Task goal:
Within the records, which lines hold the string "drop"? Report each one by copying it.

START Entries shown

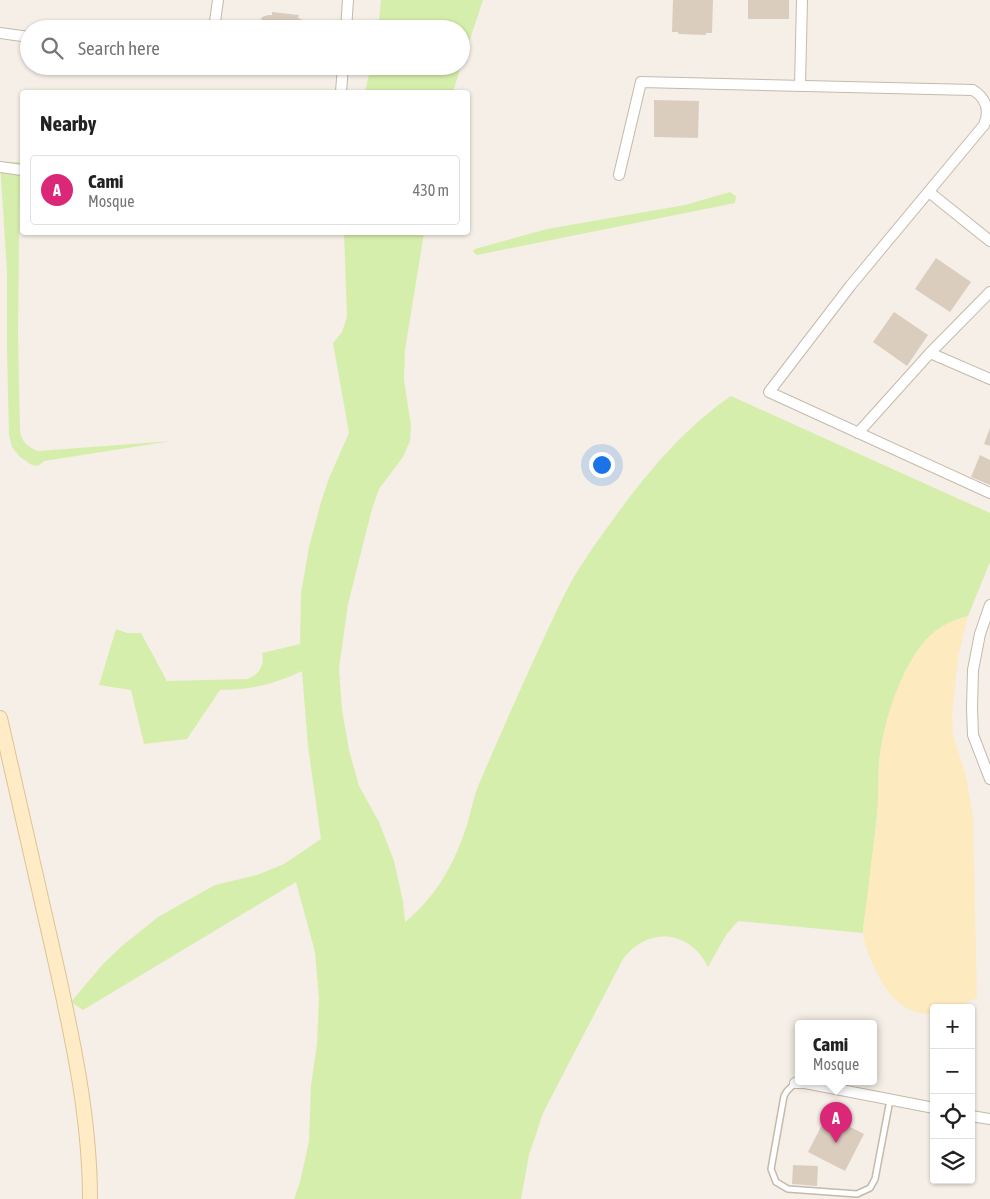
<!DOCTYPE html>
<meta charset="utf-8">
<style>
:root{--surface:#fff;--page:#f6f6f6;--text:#222;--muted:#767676;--line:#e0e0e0;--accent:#db2777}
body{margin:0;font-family:"Asap Condensed",sans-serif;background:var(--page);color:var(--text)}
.controls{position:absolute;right:15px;bottom:15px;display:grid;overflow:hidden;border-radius:5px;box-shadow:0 1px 4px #0004}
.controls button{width:45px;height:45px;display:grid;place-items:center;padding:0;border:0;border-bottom:1px solid var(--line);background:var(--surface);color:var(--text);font:25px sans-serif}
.you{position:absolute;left:601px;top:464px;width:18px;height:18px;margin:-12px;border:4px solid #fff;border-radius:50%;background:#1a73e8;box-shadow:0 0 0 8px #1a73e833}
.badge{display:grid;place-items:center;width:32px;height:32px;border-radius:50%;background:var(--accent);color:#fff;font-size:16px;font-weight:700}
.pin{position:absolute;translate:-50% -41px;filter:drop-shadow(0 1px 2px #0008)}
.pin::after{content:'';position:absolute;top:26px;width:18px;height:15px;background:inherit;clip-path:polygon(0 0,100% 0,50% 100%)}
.popup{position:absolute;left:795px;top:1020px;width:82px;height:65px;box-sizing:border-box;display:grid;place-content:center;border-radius:5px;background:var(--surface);filter:drop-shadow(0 1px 4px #0005);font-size:16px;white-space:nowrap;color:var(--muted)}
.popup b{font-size:19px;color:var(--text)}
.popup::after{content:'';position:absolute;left:50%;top:100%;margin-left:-10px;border:10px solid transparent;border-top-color:var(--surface)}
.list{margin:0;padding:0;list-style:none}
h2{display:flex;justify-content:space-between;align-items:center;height:65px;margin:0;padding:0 20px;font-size:21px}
h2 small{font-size:16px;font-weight:400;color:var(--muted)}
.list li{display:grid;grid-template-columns:32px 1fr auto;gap:15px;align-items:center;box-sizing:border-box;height:70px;margin:0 10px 10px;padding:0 10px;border:1px solid var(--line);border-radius:5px}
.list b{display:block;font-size:19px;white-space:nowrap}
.list p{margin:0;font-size:16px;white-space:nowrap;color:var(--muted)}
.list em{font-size:16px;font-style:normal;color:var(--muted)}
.icon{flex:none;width:28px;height:28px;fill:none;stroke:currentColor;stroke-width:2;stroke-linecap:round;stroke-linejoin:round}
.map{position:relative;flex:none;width:990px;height:1199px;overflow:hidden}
.search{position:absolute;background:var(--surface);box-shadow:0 1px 4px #0004;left:20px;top:20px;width:450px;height:55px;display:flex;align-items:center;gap:12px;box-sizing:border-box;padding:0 18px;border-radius:28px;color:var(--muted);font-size:19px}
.panel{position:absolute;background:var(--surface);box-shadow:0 1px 4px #0004;left:20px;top:90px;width:450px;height:145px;border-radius:5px}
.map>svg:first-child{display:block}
.green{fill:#d6eeab}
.sand{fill:#fdeabf}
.building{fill:#dbcdbe}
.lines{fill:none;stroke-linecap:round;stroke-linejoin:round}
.lane-casing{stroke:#c5b9ab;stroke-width:8}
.street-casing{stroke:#c5b9ab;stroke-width:12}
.secondary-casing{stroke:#ddc394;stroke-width:16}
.lane{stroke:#fff;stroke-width:5}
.street{stroke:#fff;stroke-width:10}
.secondary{stroke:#ffecc7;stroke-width:14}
</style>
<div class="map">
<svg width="990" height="1199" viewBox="0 0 990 1199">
<rect width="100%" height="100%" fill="#f5efe7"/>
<g class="green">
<polygon points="381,0 483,0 461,66 461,29 378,29"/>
<polygon points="371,66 461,66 453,92 365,92"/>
<path d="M 0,162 L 20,162 L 18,334 L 20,430 C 21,441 27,447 38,451 L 172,441 L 44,461 L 38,466 L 32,465 L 20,457 L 12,447 L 9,435 L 7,350 L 7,271 Z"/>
<polygon points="730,192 736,196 735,203 477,255 473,252 475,249 547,229 685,205"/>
<path d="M 344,233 L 424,233 L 405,350 L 404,380 L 411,425 L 410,441 L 403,457 L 379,489 L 372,509 L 348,604 L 339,668 L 342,710 L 349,750 L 359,786 L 379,822 L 394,861 L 403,901 L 405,922 C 436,897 454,864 466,828 C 471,813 473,798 479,784 C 498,740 517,696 537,653 C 548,630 558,606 570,584 C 582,562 597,542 612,521 C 646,474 683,429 731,396 L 990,513 L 990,562 L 968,616 C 954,620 941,625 931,635 C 902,661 883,725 879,763 C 878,777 880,791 878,805 C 874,848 868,891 863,933 L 738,921 L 726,935 L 708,967 C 690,930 648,926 623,959 L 543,1113 L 529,1155 L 521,1199 L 294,1199 L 300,1182 L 309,1141 L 311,1085 L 317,1044 L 319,999 L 315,952 L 296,882 L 83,1010 L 71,1002 L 103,964 L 122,946 L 158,917 L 215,885 L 257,875 L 284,864 L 321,839 L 308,746 L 302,671 C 275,684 250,690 220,690 L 187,739 L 144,744 L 131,690 L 99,685 L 116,629 L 127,633 L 141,633 L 167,681 L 247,679 C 259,675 265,665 262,653 L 300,644 L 301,593 L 309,547 L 321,502 L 329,478 L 349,433 L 333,343 L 342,332 L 347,317 Z"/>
</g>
<path class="sand" d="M 968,616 L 958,657 L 952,717 L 953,735 L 966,777 L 973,816 L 977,998 L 954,1008 L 934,1008 L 934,1014 C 901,1016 883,989 872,962 C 868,953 864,942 863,933 C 863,922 866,910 867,899 C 870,873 873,846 877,820 C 879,796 877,772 881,748 C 886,714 905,658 931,635 C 941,625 954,620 968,616 Z"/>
<g class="building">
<polygon points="673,0 713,0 712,33 706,33 706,35 678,34 678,32 672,32"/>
<rect x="748" y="0" width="41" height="19"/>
<polygon points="272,12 299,15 298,18 308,22 308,26 311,26 310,29 257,29 258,20 261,20 262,17 268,15 272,15"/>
<polygon points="654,100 699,101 698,138 654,137"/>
<polygon points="936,258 971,282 950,312 915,289"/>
<polygon points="894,312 928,335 907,366 873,342"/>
<polygon points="990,428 990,446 984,444"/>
<polygon points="980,455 990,460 990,485 971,477"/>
<polygon points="827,1115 864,1134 845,1171 808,1152"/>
<polygon points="793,1165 818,1166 817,1186 792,1184"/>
</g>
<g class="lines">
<defs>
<polyline id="lane" points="795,1083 787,1091 784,1096 771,1169 776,1182 788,1189 857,1194 870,1188 875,1179 890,1100"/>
<g id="street">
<polyline points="214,29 218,0"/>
<polyline points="346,29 348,0"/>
<polyline points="0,33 29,37"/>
<polyline points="800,85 802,0"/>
<polyline points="341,92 343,66"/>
<polyline points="0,167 22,170"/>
<path d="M 619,175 L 641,82 L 973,90 C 986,98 990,111 984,125 L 851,285 L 769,392 L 990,493"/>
<polyline points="929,192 990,241"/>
<polyline points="930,353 990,379"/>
<polyline points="858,433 930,353 990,292"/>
<polyline points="990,605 980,634 973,670 972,708 973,735 990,779"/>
<polyline points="795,1083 805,1083 934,1108"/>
<polyline points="971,1116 990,1119"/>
</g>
<path id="secondary" d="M 0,718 C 18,797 36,876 54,955 C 72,1035 90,1117 90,1199"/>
</defs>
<use href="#lane" class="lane-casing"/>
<use href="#street" class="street-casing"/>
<use href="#secondary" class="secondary-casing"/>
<use href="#lane" class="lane"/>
<use href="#street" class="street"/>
<use href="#secondary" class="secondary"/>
</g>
</svg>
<div class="controls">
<button>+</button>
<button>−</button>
<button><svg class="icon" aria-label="locate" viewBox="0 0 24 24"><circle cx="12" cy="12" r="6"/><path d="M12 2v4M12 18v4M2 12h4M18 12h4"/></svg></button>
<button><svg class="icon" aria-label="layers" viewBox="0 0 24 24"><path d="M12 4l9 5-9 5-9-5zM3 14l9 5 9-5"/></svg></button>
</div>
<div class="you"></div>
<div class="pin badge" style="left:836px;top:1143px">A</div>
<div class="popup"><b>Cami</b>Mosque</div>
<div class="search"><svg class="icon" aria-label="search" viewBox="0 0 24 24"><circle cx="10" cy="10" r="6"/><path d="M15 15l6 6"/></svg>Search here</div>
<section class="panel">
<h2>Nearby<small></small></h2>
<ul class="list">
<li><span class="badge">A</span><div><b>Cami</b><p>Mosque</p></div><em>430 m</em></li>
</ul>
</section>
</div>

END Entries shown

Answer area:
.pin{position:absolute;translate:-50% -41px;filter:drop-shadow(0 1px 2px #0008)}
.popup{position:absolute;left:795px;top:1020px;width:82px;height:65px;box-sizing:border-box;display:grid;place-content:center;border-radius:5px;background:var(--surface);filter:drop-shadow(0 1px 4px #0005);font-size:16px;white-space:nowrap;color:var(--muted)}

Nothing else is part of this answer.